What is being asked
Each line in the records that mentions the word "bottom" needs to be listed.

Collected data entries
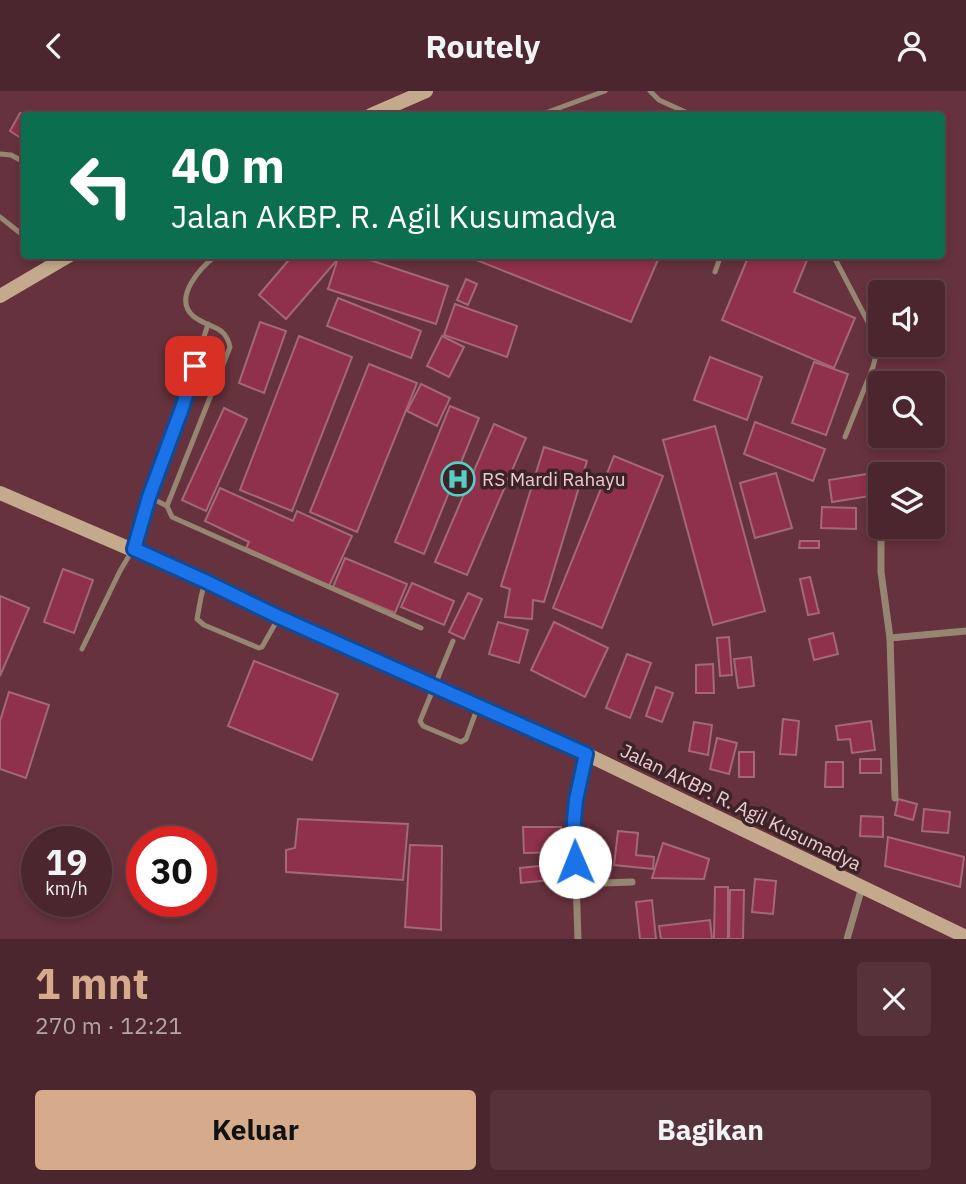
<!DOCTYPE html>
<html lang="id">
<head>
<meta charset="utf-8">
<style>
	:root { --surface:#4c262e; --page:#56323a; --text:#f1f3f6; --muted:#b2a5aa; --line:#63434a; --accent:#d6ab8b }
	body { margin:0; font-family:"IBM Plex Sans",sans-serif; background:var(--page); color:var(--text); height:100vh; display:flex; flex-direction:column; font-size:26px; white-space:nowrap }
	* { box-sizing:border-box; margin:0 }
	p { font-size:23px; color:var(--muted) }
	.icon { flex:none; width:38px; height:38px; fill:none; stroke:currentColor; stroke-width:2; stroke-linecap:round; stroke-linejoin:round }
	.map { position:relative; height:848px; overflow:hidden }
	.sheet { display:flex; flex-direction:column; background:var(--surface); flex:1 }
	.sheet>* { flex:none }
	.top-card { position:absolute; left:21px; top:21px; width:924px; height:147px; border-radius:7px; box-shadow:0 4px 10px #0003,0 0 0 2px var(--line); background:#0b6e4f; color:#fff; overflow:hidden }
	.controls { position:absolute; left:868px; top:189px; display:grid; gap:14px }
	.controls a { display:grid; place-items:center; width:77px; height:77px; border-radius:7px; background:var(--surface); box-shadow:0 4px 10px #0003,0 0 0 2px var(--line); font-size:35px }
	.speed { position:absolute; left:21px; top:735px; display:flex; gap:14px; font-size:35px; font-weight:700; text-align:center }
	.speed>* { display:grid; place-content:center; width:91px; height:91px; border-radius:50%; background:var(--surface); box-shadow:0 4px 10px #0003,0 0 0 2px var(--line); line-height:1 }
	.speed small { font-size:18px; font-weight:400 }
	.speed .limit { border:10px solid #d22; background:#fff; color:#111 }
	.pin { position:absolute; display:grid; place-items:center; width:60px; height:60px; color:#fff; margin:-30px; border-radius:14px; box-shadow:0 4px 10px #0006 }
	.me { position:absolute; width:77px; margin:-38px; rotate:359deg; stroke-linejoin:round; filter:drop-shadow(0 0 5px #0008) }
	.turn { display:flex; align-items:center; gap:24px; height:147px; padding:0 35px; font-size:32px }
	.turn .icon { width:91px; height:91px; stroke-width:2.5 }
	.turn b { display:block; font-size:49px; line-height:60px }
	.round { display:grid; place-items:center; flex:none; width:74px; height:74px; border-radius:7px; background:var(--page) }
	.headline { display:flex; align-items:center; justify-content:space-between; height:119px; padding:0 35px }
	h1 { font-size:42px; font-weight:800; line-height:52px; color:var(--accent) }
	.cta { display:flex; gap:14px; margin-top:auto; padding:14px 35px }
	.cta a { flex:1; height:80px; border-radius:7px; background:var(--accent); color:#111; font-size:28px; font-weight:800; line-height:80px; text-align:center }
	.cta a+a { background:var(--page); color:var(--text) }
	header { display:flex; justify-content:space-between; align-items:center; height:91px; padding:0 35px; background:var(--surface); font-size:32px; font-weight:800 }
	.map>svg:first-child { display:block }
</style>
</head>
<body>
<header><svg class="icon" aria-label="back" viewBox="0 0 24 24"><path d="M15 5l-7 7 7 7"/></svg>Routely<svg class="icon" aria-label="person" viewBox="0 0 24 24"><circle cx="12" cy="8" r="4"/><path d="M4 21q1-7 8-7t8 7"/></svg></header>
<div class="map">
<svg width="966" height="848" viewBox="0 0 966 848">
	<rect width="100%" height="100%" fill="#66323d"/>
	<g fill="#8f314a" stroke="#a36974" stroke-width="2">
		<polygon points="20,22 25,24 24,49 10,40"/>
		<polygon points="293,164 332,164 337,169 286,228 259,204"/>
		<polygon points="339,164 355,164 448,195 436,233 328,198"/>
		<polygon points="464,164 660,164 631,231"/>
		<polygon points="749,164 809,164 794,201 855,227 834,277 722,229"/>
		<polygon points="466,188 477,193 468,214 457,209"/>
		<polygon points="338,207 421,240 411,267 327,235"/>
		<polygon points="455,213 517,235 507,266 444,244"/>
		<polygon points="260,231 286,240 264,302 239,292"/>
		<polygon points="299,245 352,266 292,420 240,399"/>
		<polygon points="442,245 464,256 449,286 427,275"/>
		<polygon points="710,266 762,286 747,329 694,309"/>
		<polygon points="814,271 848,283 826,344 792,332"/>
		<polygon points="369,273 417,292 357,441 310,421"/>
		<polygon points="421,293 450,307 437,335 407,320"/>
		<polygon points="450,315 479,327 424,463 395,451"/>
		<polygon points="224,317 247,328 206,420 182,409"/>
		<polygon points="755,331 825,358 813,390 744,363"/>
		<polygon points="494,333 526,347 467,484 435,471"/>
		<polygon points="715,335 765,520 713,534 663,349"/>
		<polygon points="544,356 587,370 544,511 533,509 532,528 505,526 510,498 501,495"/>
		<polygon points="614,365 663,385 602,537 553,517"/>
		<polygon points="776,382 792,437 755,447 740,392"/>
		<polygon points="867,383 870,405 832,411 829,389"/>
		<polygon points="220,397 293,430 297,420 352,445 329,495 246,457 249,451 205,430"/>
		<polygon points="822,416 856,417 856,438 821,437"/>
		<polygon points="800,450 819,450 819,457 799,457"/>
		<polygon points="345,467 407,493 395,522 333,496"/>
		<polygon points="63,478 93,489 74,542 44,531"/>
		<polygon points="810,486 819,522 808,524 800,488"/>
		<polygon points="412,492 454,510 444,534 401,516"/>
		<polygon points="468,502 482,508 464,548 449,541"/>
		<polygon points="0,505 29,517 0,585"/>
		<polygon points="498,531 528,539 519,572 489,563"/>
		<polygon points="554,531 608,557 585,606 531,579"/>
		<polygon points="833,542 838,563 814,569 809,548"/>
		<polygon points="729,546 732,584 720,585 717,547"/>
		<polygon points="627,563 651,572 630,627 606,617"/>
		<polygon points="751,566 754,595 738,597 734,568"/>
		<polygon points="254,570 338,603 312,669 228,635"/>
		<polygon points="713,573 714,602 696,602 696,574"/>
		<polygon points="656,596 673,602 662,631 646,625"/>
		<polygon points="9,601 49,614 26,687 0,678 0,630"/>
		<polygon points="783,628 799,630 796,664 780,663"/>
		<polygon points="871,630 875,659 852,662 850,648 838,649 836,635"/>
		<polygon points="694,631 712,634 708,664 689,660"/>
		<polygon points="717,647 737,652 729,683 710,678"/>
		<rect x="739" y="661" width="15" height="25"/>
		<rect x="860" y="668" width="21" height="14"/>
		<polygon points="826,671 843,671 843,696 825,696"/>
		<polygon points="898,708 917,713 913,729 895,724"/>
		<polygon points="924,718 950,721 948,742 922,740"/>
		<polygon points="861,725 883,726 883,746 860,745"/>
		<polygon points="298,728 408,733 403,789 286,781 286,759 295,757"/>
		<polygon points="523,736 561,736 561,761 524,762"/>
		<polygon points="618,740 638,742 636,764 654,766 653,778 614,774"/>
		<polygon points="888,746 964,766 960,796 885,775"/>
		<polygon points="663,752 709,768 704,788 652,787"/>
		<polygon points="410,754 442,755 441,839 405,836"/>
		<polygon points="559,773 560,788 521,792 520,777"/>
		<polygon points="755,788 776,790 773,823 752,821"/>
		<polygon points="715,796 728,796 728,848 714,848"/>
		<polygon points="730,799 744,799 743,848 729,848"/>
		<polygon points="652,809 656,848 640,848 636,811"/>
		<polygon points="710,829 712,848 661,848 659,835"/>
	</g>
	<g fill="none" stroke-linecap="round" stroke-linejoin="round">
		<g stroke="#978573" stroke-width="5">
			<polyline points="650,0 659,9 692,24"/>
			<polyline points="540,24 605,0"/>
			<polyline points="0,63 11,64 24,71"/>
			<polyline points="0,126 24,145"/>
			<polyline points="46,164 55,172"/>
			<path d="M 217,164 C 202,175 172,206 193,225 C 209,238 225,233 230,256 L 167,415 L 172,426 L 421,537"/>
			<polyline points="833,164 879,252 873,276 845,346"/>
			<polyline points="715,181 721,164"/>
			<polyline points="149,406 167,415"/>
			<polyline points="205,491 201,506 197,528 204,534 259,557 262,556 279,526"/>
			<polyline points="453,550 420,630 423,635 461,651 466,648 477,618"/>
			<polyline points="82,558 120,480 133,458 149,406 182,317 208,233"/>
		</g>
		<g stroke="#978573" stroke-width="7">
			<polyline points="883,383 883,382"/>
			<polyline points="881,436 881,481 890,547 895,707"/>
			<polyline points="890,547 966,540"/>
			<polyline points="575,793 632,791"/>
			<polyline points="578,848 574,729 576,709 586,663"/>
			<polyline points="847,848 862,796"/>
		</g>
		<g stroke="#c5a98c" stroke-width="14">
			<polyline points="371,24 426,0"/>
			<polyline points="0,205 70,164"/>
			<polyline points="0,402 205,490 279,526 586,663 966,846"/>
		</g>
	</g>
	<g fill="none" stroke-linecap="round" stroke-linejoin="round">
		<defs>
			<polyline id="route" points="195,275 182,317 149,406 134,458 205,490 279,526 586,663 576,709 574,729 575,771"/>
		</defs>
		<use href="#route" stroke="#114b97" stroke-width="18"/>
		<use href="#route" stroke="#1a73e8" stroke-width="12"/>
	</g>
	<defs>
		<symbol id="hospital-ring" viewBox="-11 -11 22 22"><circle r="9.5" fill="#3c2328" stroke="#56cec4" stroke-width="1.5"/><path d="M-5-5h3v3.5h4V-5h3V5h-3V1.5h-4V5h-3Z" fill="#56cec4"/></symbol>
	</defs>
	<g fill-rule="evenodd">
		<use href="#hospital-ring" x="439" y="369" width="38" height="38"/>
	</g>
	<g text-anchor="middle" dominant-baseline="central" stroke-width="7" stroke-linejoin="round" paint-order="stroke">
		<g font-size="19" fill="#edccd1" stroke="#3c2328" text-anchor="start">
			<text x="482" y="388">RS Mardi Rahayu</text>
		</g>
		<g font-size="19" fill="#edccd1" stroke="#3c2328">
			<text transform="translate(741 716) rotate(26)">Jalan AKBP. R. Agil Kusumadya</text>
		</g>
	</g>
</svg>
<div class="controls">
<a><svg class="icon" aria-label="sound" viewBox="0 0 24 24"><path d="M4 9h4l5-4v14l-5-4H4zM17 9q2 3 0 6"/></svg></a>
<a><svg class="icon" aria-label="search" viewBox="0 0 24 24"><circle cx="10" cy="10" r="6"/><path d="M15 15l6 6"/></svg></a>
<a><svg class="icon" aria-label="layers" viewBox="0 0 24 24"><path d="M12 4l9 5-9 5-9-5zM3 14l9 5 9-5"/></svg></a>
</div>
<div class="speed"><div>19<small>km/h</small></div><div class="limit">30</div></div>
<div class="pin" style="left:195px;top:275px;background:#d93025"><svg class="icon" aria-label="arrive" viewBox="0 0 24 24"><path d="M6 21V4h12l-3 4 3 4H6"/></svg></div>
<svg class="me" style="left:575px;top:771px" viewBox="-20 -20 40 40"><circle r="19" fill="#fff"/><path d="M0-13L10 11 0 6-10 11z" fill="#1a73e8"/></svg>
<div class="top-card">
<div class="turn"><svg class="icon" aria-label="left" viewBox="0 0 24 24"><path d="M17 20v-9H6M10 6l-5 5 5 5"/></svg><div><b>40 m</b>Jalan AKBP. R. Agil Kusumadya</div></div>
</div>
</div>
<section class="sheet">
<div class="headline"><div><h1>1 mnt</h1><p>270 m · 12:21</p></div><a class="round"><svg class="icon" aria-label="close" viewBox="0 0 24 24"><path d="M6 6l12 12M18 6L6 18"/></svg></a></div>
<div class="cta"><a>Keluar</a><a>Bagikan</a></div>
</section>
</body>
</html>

--

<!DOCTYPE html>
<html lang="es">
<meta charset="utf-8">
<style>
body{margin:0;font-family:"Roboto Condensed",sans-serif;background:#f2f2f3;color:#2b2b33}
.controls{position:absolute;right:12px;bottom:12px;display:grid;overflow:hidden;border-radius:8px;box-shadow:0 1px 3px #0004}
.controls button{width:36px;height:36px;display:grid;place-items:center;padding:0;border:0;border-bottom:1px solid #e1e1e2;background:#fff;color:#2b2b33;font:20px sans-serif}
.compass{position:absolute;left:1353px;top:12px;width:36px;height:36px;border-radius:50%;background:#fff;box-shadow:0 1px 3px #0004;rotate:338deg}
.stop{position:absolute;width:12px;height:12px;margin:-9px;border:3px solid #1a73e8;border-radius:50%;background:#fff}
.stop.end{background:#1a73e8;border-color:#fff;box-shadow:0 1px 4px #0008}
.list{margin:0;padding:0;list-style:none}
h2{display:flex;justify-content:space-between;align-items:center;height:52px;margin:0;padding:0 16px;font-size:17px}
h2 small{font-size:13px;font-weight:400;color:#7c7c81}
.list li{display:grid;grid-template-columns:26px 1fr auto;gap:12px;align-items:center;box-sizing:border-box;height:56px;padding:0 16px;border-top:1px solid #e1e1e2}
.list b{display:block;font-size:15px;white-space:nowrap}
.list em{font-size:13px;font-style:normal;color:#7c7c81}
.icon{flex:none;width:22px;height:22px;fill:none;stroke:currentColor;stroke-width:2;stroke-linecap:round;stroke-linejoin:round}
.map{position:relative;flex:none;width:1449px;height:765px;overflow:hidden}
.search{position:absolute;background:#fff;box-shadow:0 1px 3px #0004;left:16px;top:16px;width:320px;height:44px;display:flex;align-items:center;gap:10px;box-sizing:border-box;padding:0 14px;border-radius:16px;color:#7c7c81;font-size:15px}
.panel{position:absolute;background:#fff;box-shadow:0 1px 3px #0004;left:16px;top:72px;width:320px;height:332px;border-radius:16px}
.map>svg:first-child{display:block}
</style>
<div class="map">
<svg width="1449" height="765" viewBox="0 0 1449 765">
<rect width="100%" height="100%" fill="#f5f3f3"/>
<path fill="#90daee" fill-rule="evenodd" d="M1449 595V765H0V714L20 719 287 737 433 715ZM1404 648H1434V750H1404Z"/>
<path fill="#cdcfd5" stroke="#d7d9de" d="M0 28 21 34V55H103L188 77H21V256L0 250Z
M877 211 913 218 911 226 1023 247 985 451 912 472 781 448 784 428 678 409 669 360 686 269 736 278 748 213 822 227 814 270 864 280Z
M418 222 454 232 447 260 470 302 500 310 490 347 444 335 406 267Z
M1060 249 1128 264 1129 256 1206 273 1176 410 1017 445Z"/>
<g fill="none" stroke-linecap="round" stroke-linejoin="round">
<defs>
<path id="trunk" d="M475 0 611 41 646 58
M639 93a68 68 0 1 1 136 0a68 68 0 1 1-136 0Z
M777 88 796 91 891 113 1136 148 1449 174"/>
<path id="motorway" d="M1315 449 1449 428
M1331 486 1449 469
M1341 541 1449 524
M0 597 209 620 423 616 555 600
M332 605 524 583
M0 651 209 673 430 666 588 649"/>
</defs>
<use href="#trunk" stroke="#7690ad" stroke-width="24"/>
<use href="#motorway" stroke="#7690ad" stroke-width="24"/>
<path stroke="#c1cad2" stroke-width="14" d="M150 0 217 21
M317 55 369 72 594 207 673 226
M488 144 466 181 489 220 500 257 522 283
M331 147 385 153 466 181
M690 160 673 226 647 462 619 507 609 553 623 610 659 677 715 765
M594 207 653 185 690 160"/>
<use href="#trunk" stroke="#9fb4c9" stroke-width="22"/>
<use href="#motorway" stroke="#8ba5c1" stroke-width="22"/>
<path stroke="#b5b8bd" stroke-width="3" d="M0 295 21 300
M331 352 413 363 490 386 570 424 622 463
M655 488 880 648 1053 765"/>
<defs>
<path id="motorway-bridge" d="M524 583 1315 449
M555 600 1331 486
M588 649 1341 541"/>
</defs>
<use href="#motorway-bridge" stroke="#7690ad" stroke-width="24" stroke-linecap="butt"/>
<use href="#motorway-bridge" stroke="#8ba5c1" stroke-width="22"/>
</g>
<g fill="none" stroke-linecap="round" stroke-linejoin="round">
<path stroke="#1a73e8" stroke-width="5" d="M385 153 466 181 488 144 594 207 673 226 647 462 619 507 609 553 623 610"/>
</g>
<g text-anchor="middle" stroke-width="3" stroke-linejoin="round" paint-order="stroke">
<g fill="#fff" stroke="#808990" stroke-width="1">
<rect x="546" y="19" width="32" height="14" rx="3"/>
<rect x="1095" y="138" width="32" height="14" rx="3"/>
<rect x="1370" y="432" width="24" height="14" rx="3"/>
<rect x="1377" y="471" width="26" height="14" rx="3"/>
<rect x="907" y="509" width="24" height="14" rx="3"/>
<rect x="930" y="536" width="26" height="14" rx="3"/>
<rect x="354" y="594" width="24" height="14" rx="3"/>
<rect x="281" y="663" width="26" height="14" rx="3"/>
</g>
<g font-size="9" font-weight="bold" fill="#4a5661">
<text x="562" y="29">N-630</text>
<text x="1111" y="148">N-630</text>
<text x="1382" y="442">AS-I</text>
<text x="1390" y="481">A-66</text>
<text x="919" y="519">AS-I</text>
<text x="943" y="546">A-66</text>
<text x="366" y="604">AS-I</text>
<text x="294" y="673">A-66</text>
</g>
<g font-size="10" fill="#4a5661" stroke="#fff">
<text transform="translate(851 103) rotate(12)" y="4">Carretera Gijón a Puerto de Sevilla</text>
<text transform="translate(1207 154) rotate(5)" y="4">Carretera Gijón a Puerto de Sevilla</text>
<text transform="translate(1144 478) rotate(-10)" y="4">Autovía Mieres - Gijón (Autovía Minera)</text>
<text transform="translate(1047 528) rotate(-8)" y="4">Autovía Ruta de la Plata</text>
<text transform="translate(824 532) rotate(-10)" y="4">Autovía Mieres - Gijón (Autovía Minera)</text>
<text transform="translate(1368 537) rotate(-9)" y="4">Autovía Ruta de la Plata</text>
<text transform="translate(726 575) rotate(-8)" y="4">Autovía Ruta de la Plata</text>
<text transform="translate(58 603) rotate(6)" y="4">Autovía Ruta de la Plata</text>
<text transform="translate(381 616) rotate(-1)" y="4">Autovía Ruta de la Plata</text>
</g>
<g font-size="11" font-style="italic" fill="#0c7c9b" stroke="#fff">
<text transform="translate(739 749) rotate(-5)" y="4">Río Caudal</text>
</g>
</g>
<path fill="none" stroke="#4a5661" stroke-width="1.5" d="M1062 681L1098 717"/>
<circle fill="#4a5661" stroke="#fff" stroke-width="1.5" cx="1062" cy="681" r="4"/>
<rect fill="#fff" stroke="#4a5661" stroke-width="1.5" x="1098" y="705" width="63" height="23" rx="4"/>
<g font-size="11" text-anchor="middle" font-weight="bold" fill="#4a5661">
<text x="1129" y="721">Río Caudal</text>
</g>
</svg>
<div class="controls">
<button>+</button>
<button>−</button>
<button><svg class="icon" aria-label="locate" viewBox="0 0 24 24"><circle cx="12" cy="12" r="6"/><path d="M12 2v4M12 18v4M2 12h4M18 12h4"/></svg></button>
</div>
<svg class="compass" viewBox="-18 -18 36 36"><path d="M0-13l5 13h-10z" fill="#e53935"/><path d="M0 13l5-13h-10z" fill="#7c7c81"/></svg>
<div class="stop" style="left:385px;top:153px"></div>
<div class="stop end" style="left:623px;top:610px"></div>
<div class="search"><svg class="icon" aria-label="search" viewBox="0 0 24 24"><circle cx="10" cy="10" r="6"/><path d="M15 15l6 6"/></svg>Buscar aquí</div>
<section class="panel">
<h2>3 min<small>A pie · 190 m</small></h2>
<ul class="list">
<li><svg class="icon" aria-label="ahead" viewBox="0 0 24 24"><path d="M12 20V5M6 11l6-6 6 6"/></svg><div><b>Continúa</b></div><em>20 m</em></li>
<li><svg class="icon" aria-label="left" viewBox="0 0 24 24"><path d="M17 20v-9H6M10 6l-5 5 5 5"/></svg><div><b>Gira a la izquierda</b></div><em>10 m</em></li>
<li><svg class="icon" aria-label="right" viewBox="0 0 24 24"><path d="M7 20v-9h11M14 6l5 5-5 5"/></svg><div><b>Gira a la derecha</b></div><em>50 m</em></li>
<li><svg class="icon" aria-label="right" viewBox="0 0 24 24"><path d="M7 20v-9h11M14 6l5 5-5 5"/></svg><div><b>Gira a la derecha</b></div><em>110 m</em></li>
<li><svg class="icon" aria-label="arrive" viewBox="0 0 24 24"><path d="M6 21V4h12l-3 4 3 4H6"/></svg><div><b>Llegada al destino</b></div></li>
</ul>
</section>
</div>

Result for this exercise
.controls{position:absolute;right:12px;bottom:12px;display:grid;overflow:hidden;border-radius:8px;box-shadow:0 1px 3px #0004}
.controls button{width:36px;height:36px;display:grid;place-items:center;padding:0;border:0;border-bottom:1px solid #e1e1e2;background:#fff;color:#2b2b33;font:20px sans-serif}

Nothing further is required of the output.